*** Opening INFORMATION PROVIDED ***
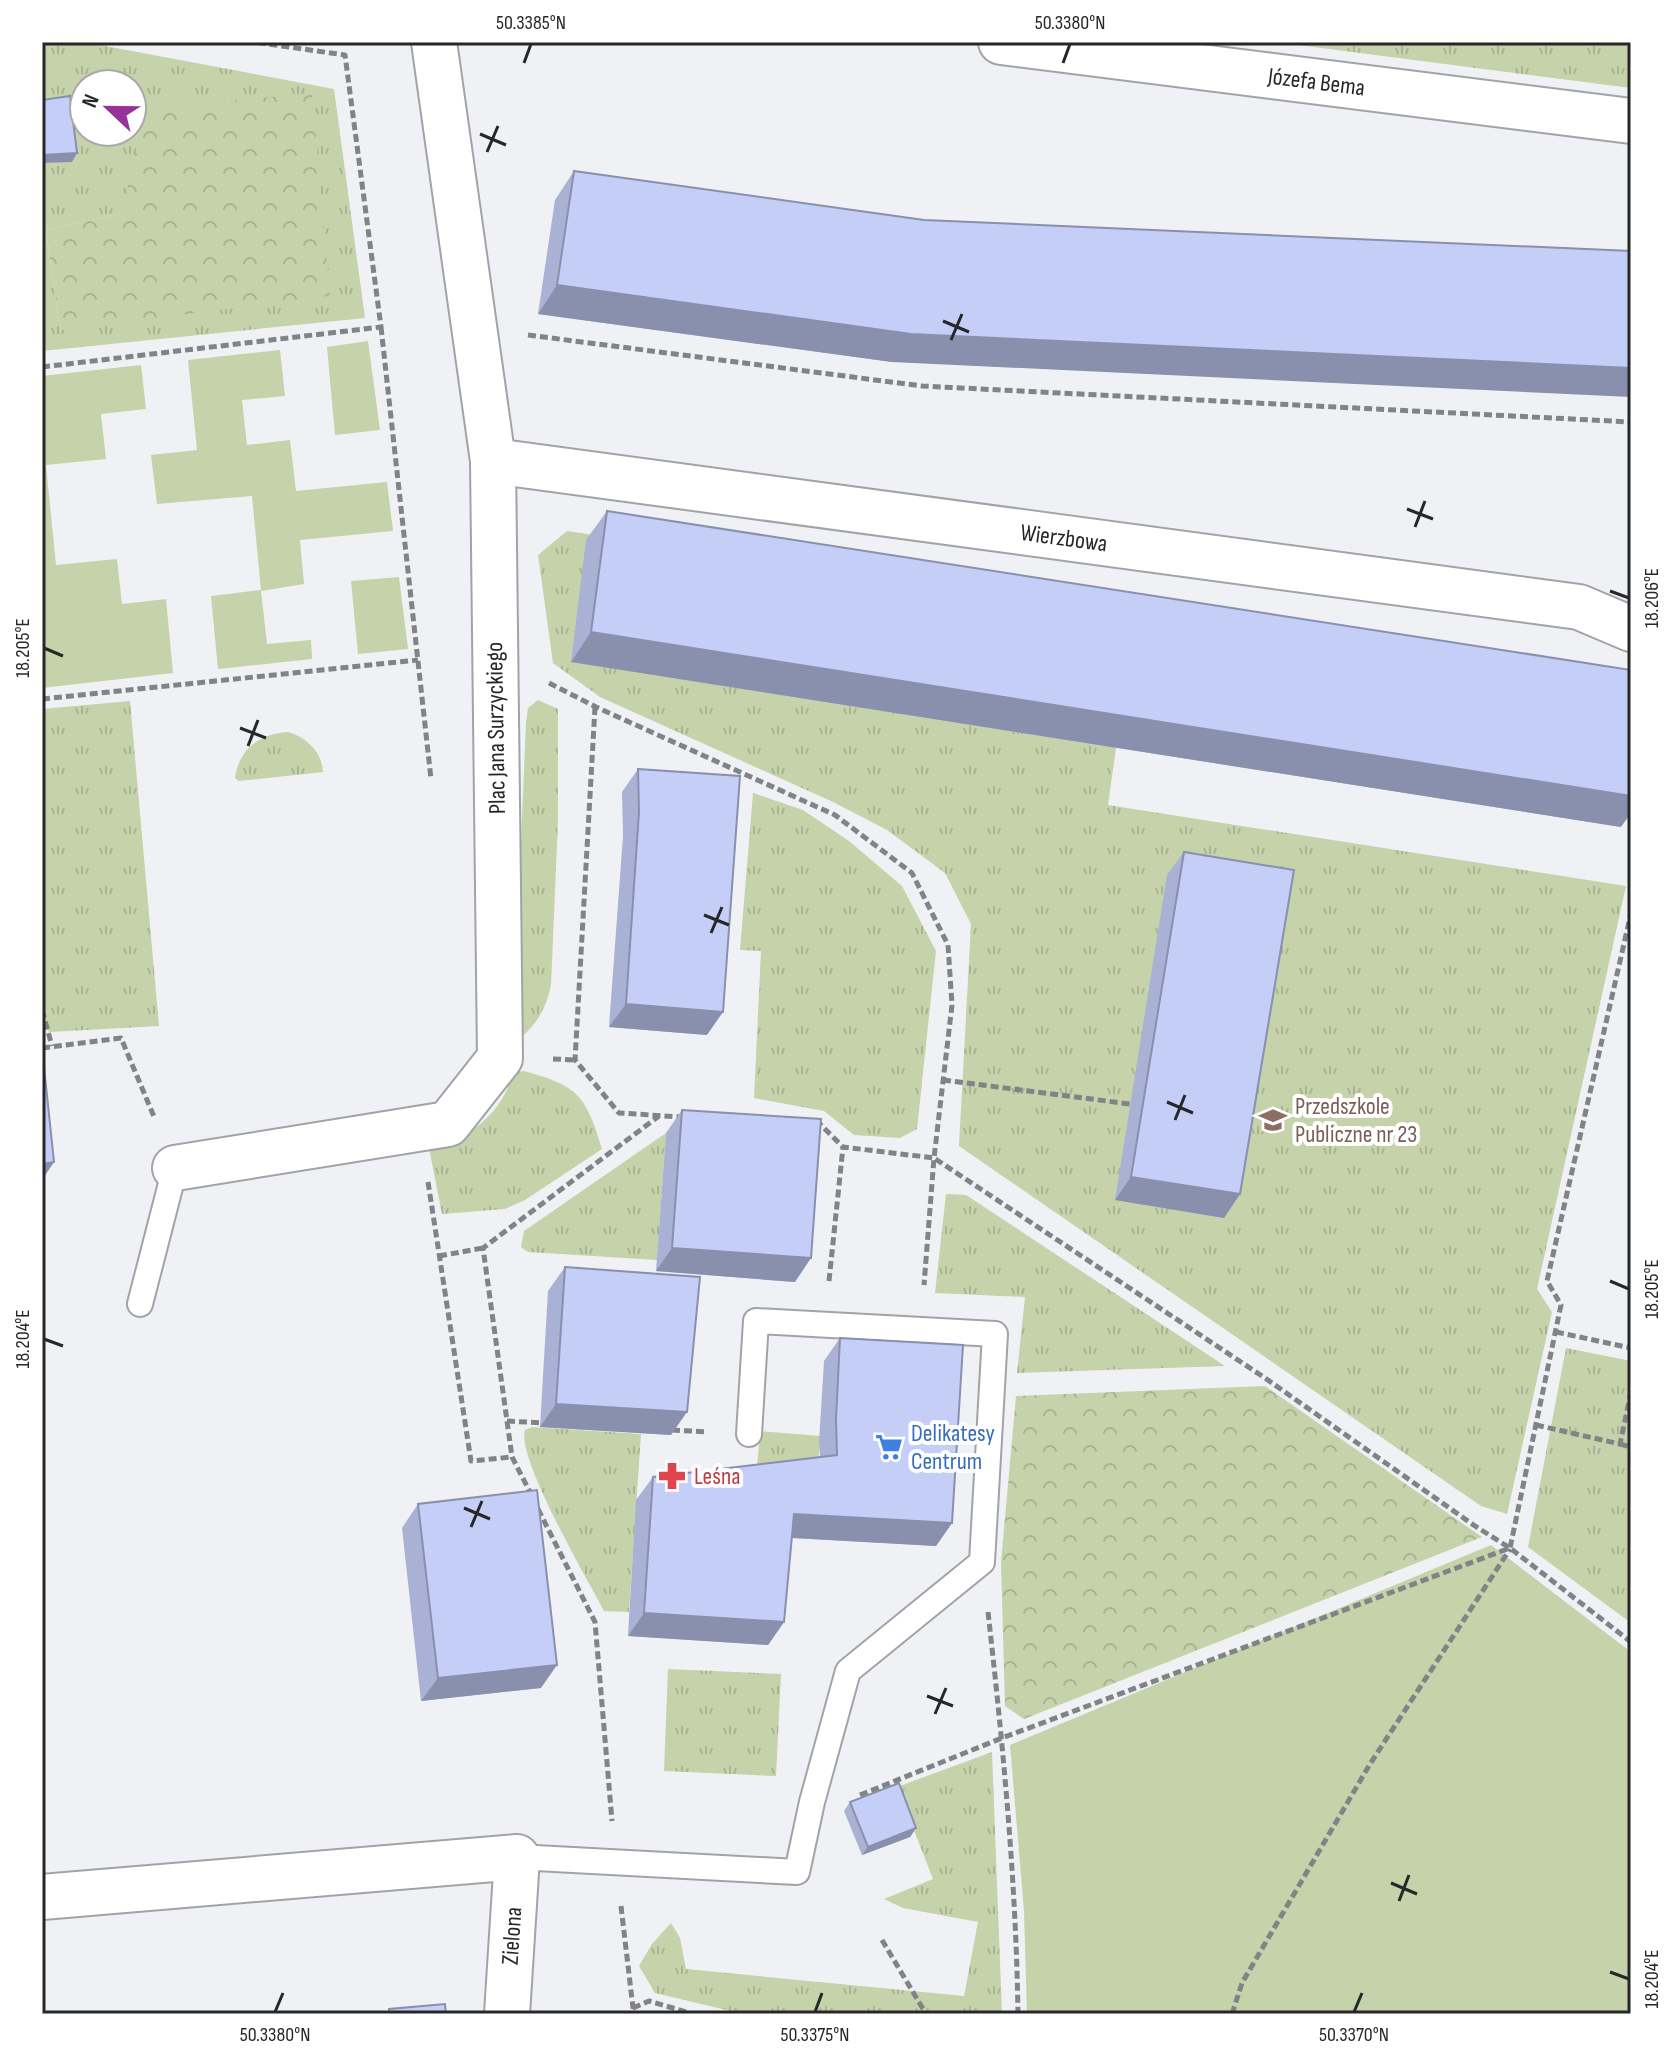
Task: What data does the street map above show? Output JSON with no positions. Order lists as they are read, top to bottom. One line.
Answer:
{"streets":{"street":["Józefa Bema","Wierzbowa","Plac Jana Surzyckiego","Zielona"]},"crossings":[["Wierzbowa","Plac Jana Surzyckiego"]],"places":{"school or university":["Przedszkole Publiczne nr 23"],"supermarket":["Delikatesy Centrum"],"pharmacy":["Leśna"]},"north":"left","coordinates":["50.3385°N","50.3380°N","18.206°E","18.205°E","18.204°E","50.3375°N","50.3370°N"]}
*** Closing INFORMATION PROVIDED ***
=== EXERCISE REQUIREMENTS ===
Everything in the listing must be copied exactly except the pictures.

=== ANSWER BOX ===
Task: What data does the street map above show? Output JSON with no positions. Order lists as they are read, top to bottom. One line.
Answer:
{"streets":{"street":["Józefa Bema","Wierzbowa","Plac Jana Surzyckiego","Zielona"]},"crossings":[["Wierzbowa","Plac Jana Surzyckiego"]],"places":{"school or university":["Przedszkole Publiczne nr 23"],"supermarket":["Delikatesy Centrum"],"pharmacy":["Leśna"]},"north":"left","coordinates":["50.3385°N","50.3380°N","18.206°E","18.205°E","18.204°E","50.3375°N","50.3370°N"]}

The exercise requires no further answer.